The subject population were individuals with DR aged ≥18 years in whom treatment with either intravitreal injections or laser procedure or intravitreal steroid injections was initiated. The investigator team then estimated the propensity score using multivariable logistic regression models, including 85 baseline covariates and propensity score-matched in a 1:1 ratio.

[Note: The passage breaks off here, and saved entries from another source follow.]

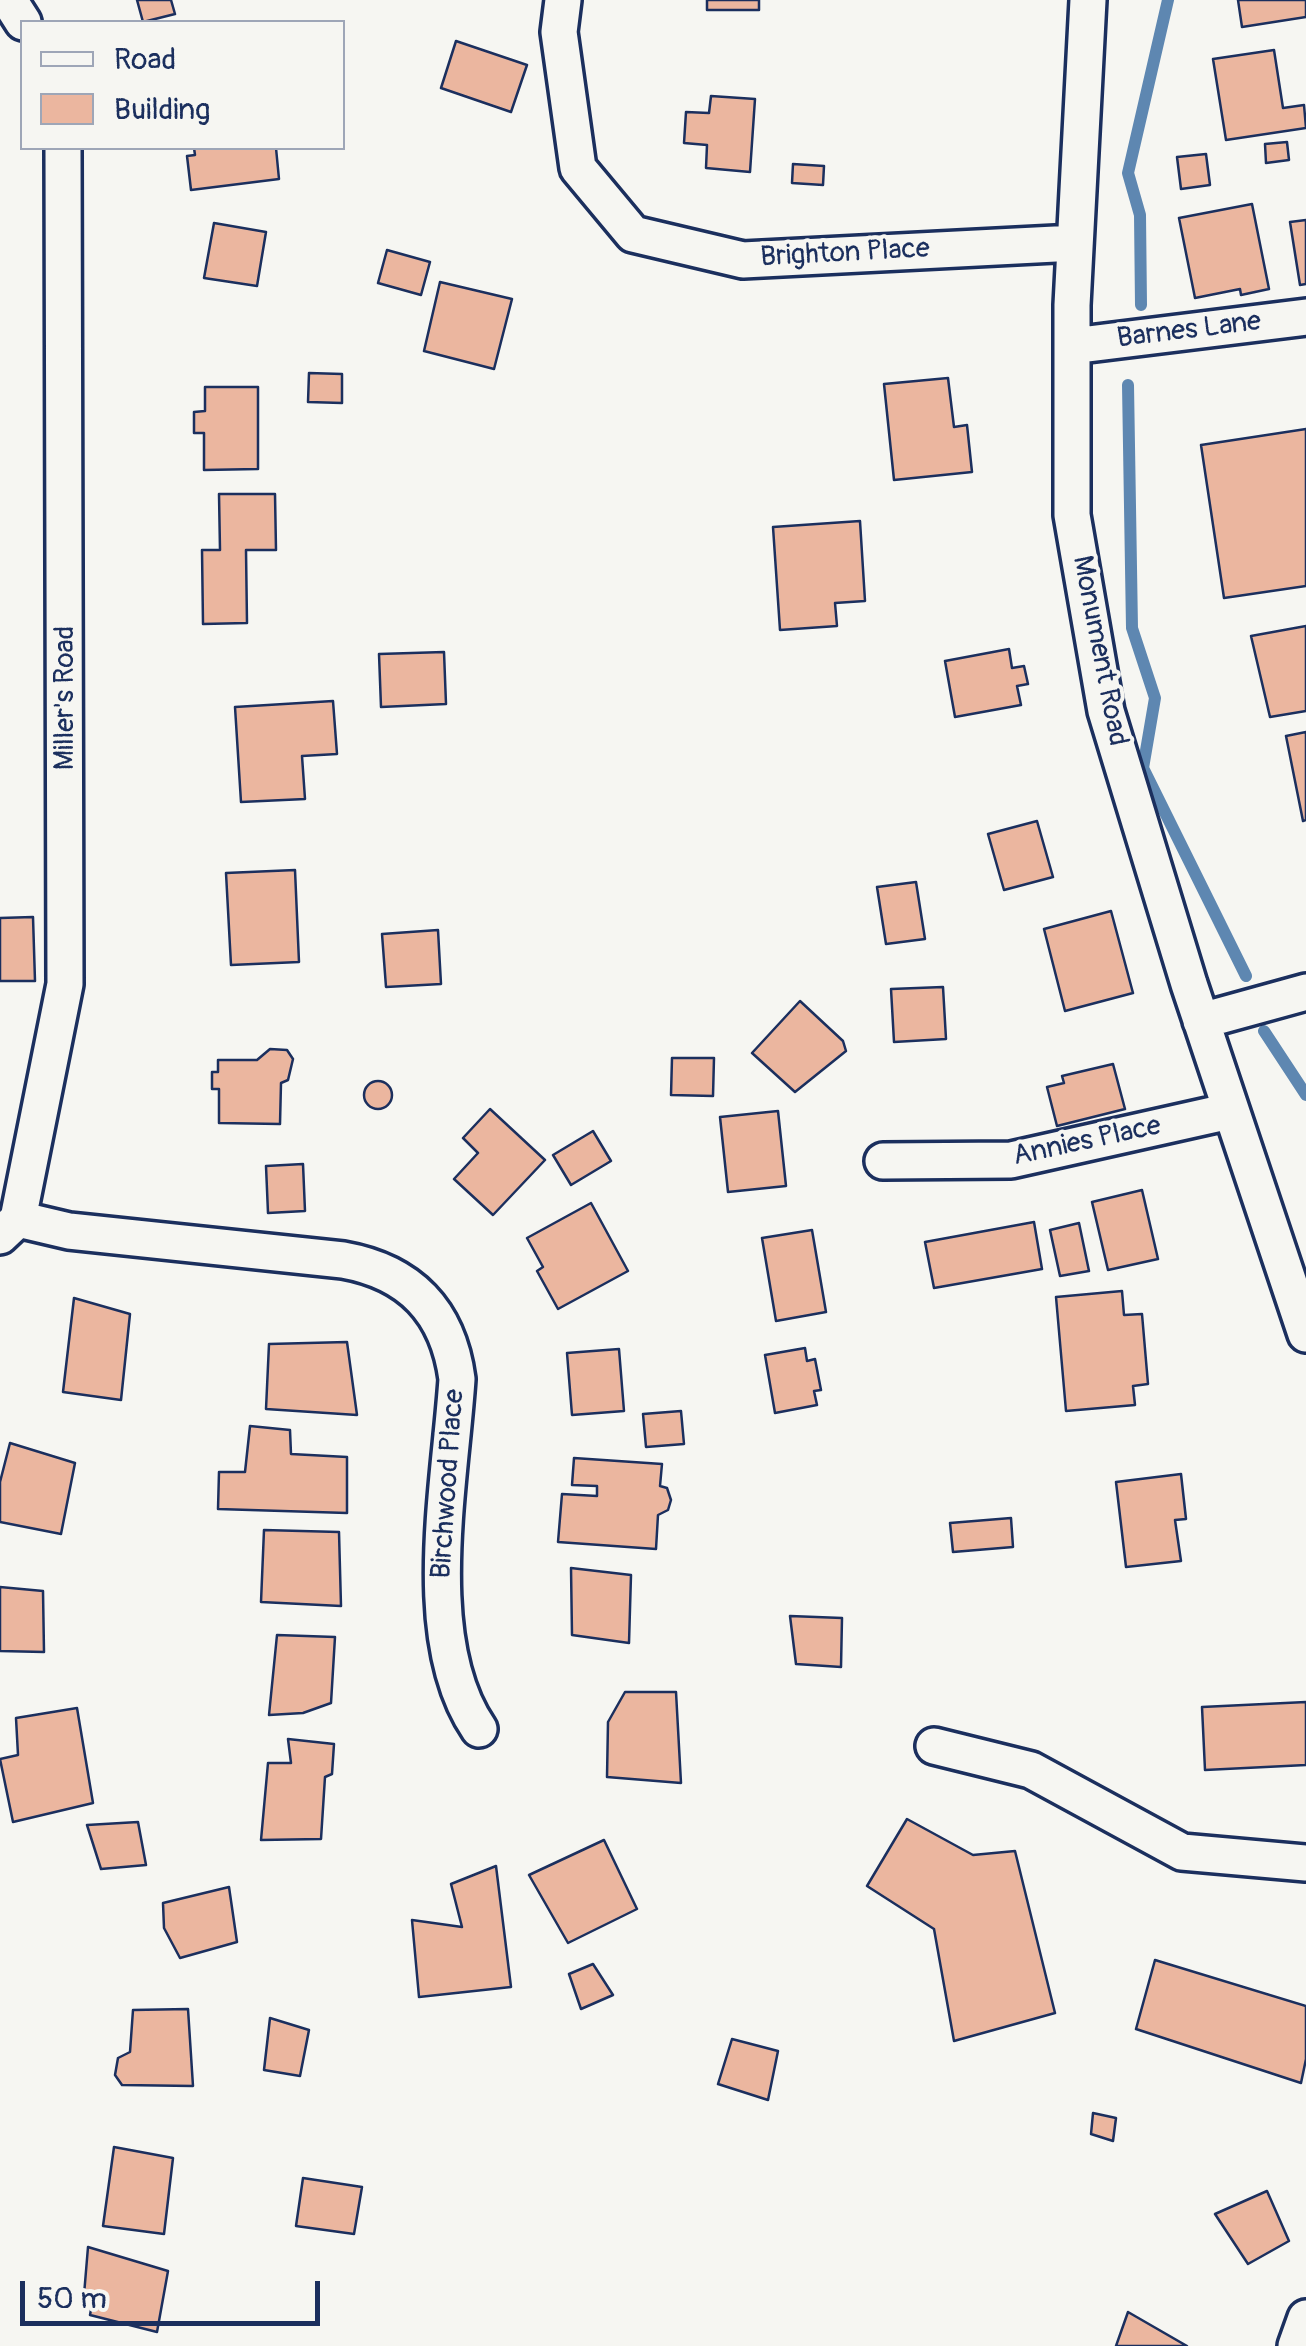 <!DOCTYPE html>
<style>
body{margin:0}
#map{position:relative;width:1306px;height:2346px;overflow:hidden;background:#f6f6f2;font-family:Pangolin,sans-serif}
canvas{display:block}
.legend{position:absolute;left:20px;top:20px;width:325px;height:130px;box-sizing:border-box;background:#f6f6f2;border:2px solid #9ea6b7;margin:0;padding:12px 18px;list-style:none;font-size:30px;color:#1b2f5e}
.legend li{display:flex;align-items:center;gap:20px;height:50px}
.legend b{width:50px;border:2px solid #9ea6b7}
.scale{position:absolute;left:20px;top:2281px;width:300px;height:45px;box-sizing:border-box;border:5px solid #1b2f5e;border-top:0;padding-left:12px;font-size:30px;line-height:35px;white-space:nowrap;color:#1b2f5e;-webkit-text-stroke:8px #f6f6f2;paint-order:stroke}
</style>
<div id="map">
<canvas width="1306" height="2346"></canvas>
<ul class="legend">
<li><b style="height:12px;background:#f6f6f2"></b>Road</li>
<li><b style="height:28px;background:#ebb69f"></b>Building</li>
</ul>
<div class="scale">50 m</div>
</div>
<script>
const context = document.querySelector('canvas').getContext('2d');
context.lineJoin = 'round';
function strokePath(path, color, width, dash) { context.strokeStyle = color; context.lineWidth = width; context.lineCap = dash ? 'butt' : 'round'; context.setLineDash(dash || []); context.stroke(path); }
function paint(path, color) { context.fillStyle = color; context.fill(path, 'evenodd'); }
function write(font, color, halo, rows, align = 'center') {
  context.font = font + ' Pangolin,sans-serif'; context.lineWidth = 8; context.setLineDash([]); context.textBaseline = 'middle'; context.strokeStyle = halo; context.fillStyle = color; for (const [text, x, y, turn = 0] of rows) {
    context.save(); context.translate(x, y); context.rotate((+turn || 0) * Math.PI / 180); context.textAlign = isNaN(turn) ? turn : align; if (halo) context.strokeText(text, 0, 0); context.fillText(text, 0, 0); context.restore();
  }
}
strokePath(new Path2D(`
 M1141,305L1140,215L1128,173L1168,0
 M1128,385L1132,628L1155,698L1143,768L1246,976
 M1264,1031L1306,1095`), '#5e87b1', 12);
const building = new Path2D(`
 M137,0H171L175,14L143,22Z
 M707,0H759V10H707Z
 M1238,0H1306V17L1242,27Z
 M456,41L527,65L511,112L441,88Z
 M1274,50L1283,108L1304,105L1306,128L1226,140L1213,59Z
 M711,96L755,99L750,172L706,168L707,145L684,143L686,112L709,113Z
 M1287,142L1289,160L1266,163L1265,144Z
 M194,148H276L279,179L191,190L187,156L195,155Z
 M1206,154L1210,185L1181,189L1177,157Z
 M793,164L824,166L823,185L792,183Z
 M1252,204L1269,289L1241,295L1240,289L1195,298L1179,218Z
 M1306,220V284L1300,285L1290,222Z
 M214,223L266,232L257,286L204,278Z
 M387,250L430,262L421,295L378,283Z
 M440,282L512,299L494,369L424,351Z
 M309,373L342,374V403L308,402Z
 M948,378L954,427L967,425L972,472L894,480L884,384Z
 M205,387H258V469L204,470V433H194V412L205,411Z
 M1306,429V586L1224,598L1201,445Z
 M219,494H275L276,550H246L247,623L203,624L202,550H220Z
 M860,521L865,601L835,603L837,626L780,630L773,527Z
 M1306,626V711L1270,717L1251,636Z
 M1009,649L1012,668L1024,666L1028,684L1017,686L1021,705L955,717L945,661Z
 M444,652L446,704L381,707L379,654Z
 M333,701L337,754L302,756L305,799L241,802L235,707Z
 M1306,732V820L1303,821L1286,736Z
 M1037,821L1053,877L1004,890L988,834Z
 M295,870L299,962L231,965L226,873Z
 M916,882L925,939L886,944L877,887Z
 M1111,911L1133,993L1065,1011L1044,929Z
 M33,917L35,981H0V918Z
 M438,930L441,984L386,987L382,934Z
 M943,987L946,1039L894,1042L891,989Z
 M800,1001L843,1041L846,1051L795,1092L752,1053Z
 M270,1049L287,1050L293,1059L288,1080L281,1083L280,1124L219,1123V1089H212V1072H218V1060H257Z
 M672,1058H714L713,1096L671,1095Z
 M1113,1064L1125,1109L1057,1126L1047,1087L1064,1083L1062,1076Z
 M364 1095a14 14 0 1 1 28 0a14 14 0 1 1-28 0Z
 M490,1109L545,1160L493,1215L454,1179L478,1153L463,1138Z
 M778,1111L786,1186L728,1192L720,1117Z
 M593,1131L611,1161L571,1185L553,1155Z
 M303,1164L305,1211L268,1213L266,1166Z
 M1142,1190L1158,1259L1108,1270L1092,1202Z
 M591,1203L628,1271L558,1309L537,1271L543,1267L527,1238Z
 M1034,1222L1042,1269L934,1288L925,1242Z
 M1079,1223L1089,1271L1060,1276L1050,1230Z
 M812,1230L826,1312L776,1321L762,1238Z
 M1122,1291L1124,1315L1142,1314L1148,1384L1133,1386L1135,1405L1066,1411L1056,1297Z
 M74,1298L130,1314L121,1400L63,1392Z
 M347,1342L357,1415L266,1409L269,1344Z
 M805,1348L807,1361L815,1359L821,1390L814,1391L817,1405L775,1413L765,1355Z
 M619,1349L624,1411L572,1415L567,1353Z
 M681,1411L684,1444L646,1447L643,1414Z
 M250,1426L290,1430L291,1454L347,1457V1513L218,1509L219,1472H245Z
 M10,1443L75,1463L61,1534L0,1522V1482Z
 M574,1458L662,1464L660,1486L667,1488L671,1500L668,1510L658,1515L656,1549L558,1542L562,1494L597,1496V1486L572,1485Z
 M1181,1474L1186,1519L1175,1520L1181,1561L1126,1567L1116,1482Z
 M1011,1518L1013,1547L953,1552L950,1523Z
 M264,1530L339,1532L341,1606L261,1602Z
 M571,1568L631,1575L629,1643L572,1635Z
 M0,1587L43,1591L44,1652L0,1651Z
 M790,1616L842,1618L841,1667L796,1664Z
 M277,1635L335,1637L331,1703L303,1713L269,1715Z
 M625,1692H676L681,1783L607,1777L608,1722Z
 M1306,1702V1765L1205,1770L1202,1707Z
 M77,1708L93,1803L13,1822L0,1759L18,1755L16,1718Z
 M288,1739L334,1744L332,1774L325,1777L321,1839L261,1840L268,1763H291Z
 M907,1819L973,1855L1015,1851L1055,2013L954,2041L934,1929L867,1886Z
 M138,1822L146,1865L101,1869L87,1825Z
 M604,1840L637,1909L568,1943L529,1875Z
 M496,1866L511,1987L419,1997L412,1920L462,1927L451,1884Z
 M229,1887L237,1942L180,1958L164,1928L163,1903Z
 M1155,1960L1306,2006V2059L1301,2083L1136,2029Z
 M593,1964L613,1995L581,2009L569,1974Z
 M188,2009L193,2086L122,2085L115,2075L118,2058L130,2052L133,2010Z
 M270,2018L309,2030L300,2076L264,2070Z
 M732,2039L778,2051L768,2100L718,2084Z
 M1093,2113L1116,2118L1113,2141L1091,2134Z
 M114,2147L173,2158L164,2234L103,2226Z
 M303,2178L362,2187L354,2234L296,2226Z
 M1267,2191L1289,2241L1248,2264L1215,2214Z
 M88,2247L168,2271L157,2332L90,2315L94,2294L84,2295Z
 M1128,2312L1187,2346H1116Z`);
paint(building, '#ebb69f');
strokePath(building, '#1b2f5e', 2.5);
const minor = new Path2D(`
 M9,0L23,22
 M563,0L559,32L578,168L633,234L743,260L1075,243
 M1088,0L1072,305V515L1106,711L1189,984L1306,1334
 M1072,346L1306,317
 M1201,1021L1306,992
 M883,1161L1011,1160L1230,1111
 M18,1219L69,1231L343,1260C410,1272 448,1311 457,1379C450,1485 418,1640 479,1729
 M0,1236L18,1219L65,984L63,148
 M934,1746L1031,1770L1182,1852L1306,1863
 M1296,2346L1306,2318`);
strokePath(minor, '#1b2f5e', 42);
strokePath(minor, '#f6f6f2', 35);
write('28px', '#1b2f5e', '#f6f6f2', [
 ["Brighton Place",845,254,-3],
 ["Barnes Lane",1189,331,-7],
 ["Monument Road",1099,651,79],
 ["Miller's Road",66,698,-90],
 ["Annies Place",1087,1142,-12],
 ["Birchwood Place",449,1484,-86]
]);
</script> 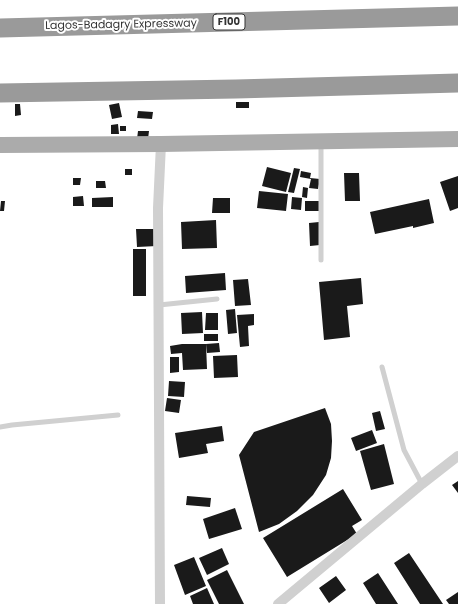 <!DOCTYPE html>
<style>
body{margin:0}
canvas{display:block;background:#fff}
</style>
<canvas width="458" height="604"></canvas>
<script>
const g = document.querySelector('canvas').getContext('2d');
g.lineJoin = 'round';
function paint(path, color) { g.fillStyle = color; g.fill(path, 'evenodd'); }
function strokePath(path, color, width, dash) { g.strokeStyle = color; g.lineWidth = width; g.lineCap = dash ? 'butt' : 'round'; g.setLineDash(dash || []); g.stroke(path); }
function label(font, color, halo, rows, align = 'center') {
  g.font = font + ' Poppins,sans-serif'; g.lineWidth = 4; g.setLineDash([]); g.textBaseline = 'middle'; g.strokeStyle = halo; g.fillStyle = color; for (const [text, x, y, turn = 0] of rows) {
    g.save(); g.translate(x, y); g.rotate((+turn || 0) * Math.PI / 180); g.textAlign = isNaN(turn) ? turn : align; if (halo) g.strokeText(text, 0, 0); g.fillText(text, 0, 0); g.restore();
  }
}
paint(new Path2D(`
 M236,102H249V108H236Z
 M119,103L122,117L112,119L109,105Z
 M15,104H20L21,115L15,116Z
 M138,111L153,112L152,119L137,118Z
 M118,124L119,134H111V125Z
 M120,126H126V131H120Z
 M138,131H149L148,139H137Z
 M267,167L291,173L286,192L262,186Z
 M294,168L300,169L294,193L288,192Z
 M125,169H132V175H125Z
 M301,171L311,173L310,178L320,179L318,189L309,188L311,179L300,177Z
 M344,173H359L360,201H345Z
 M458,176V208L450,211L440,182Z
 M73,178H81L80,185H73Z
 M96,181H105L106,188H96Z
 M303,187L308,188L307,198L302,197Z
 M259,191L288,194L286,211L257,208Z
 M83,196L84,206H73V197Z
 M113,197V207H92V198Z
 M292,197L302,198L301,210L291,209Z
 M213,198H230V213H212Z
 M429,199L434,223L413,228V226L375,234L370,212Z
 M1,201H5L4,211H0Z
 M305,201H319V211H305Z
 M216,220L217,248L182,249L181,222Z
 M319,222L320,245L310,246L309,223Z
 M136,229H157V246L137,247Z
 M133,249H146V296H133Z
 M225,273L226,290L186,293L185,276Z
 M361,278L363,304L347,306L350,337L324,340L319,282Z
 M248,279L251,305L235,306L233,280Z
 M235,309L237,333L228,334L226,310Z
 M202,312L203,333L182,334L181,313Z
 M206,313H218V330H205Z
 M254,314V325L248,326L249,346L240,347L237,315Z
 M204,334H218V341H204Z
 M219,343L220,352L207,353L206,344Z
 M182,344H206L207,369L183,370L182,353L171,354L170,346Z
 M237,355L238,377L214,378L213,356Z
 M170,357H179V372L170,373Z
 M169,381L185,382L184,397L168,396Z
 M167,398L181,400L179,413L165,411Z
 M325,408L331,424L332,441L331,458L326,475L313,495L297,511L279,524L259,532L239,455L254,432Z
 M380,411L385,429L376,431L372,413Z
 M222,426L224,441L206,444L208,453L179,458L175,433Z
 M372,430L377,443L356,451L351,438Z
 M384,444L394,484L371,490L360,451Z
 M458,481V493L452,485Z
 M343,489L362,520L352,526L357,534L287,577L263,538Z
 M187,496L211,498L210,507L186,505Z
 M235,508L242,529L209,539L203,519Z
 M222,548L229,564L207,575L199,558Z
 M409,553L443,604H420L394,563Z
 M194,557L206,586L185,595L174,565Z
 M227,570L244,604H219L207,580Z
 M378,573L398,604H376L363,583Z
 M336,576L346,590L329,603L319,588Z
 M207,588L214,604H193L190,596Z
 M458,592V604H449L446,600Z`), '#1a1a1a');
strokePath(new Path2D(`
 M321,260V144
 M159,305L217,299
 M382,367L404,450L422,484
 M0,427L12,425L118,415`), '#d0d0d0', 5);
strokePath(new Path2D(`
 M160,604L158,208L161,144
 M278,604L422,484L458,456`), '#d0d0d0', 10);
strokePath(new Path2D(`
 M0,145L161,144L458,139`), '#ababab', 16);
strokePath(new Path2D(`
 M0,28L458,16
 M0,93L236,89L458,83`), '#9a9a9a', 19);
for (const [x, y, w] of [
 [229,22,32]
]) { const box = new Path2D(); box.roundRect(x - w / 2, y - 8, w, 16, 3); g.fillStyle = '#fff'; g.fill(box); strokePath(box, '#333', 1); }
label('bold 10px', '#333', null, [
 ["F100",229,22]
]);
label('11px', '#333', '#fff', [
 ["Lagos-Badagry Expressway",121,25,-1]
]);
</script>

They additionally estimated the pooled hazard ratios (HRs) and 95% confidence intervals (CIs), as well as conducting subgroup analyses based on prior history of cardiovascular events. The main outcome for the study was a composite cardiovascular outcome of myocardial infarction or stroke, its individual components, and all-cause mortality in 180 and 365 days after treatment initiation.

Investigators identified 61,508 propensity score-matched patients in a 1:1 ratio in whom either intravitreal anti-VEGF injections or laser or steroid treatment was initiated. In comparison to laser or steroid treatment, intravitreal anti-VEGF injections were not associated with an increased risk of the composite CV outcome (HR, 0.95; 95% CI, 0.83 - 1.09), myocardial infarction (HR, 0.93; 95% CI, 0.76 - 1.13), or stroke (HR, 0.98; 95% CI, 0.80 - 1.19) or the risk of all-cause mortality (HR, 1.25; 95% CI, 0.97 - 1.62) at 180 days of follow-up.

Then, at the 1-year mark, the risk of the composite CV outcome, stroke, and myocardial infarction remained similar between the two groups, although the risk of all-cause mortality was increased with intravitreal injections (HR, 1.35; 95% CI, 1.14 - 1.60).

“The subgroup analysis showed that the risk of all-cause mortality was increased in patients with a prior history of CV events,” Roh wrote.

The abstract, “Cardiovascular and Mortality Risk with Intravitreal Vascular Endothelial Growth Factor Inhibitors in Patients with Diabetic Retinopathy,” was published in Ophthalmology Retina.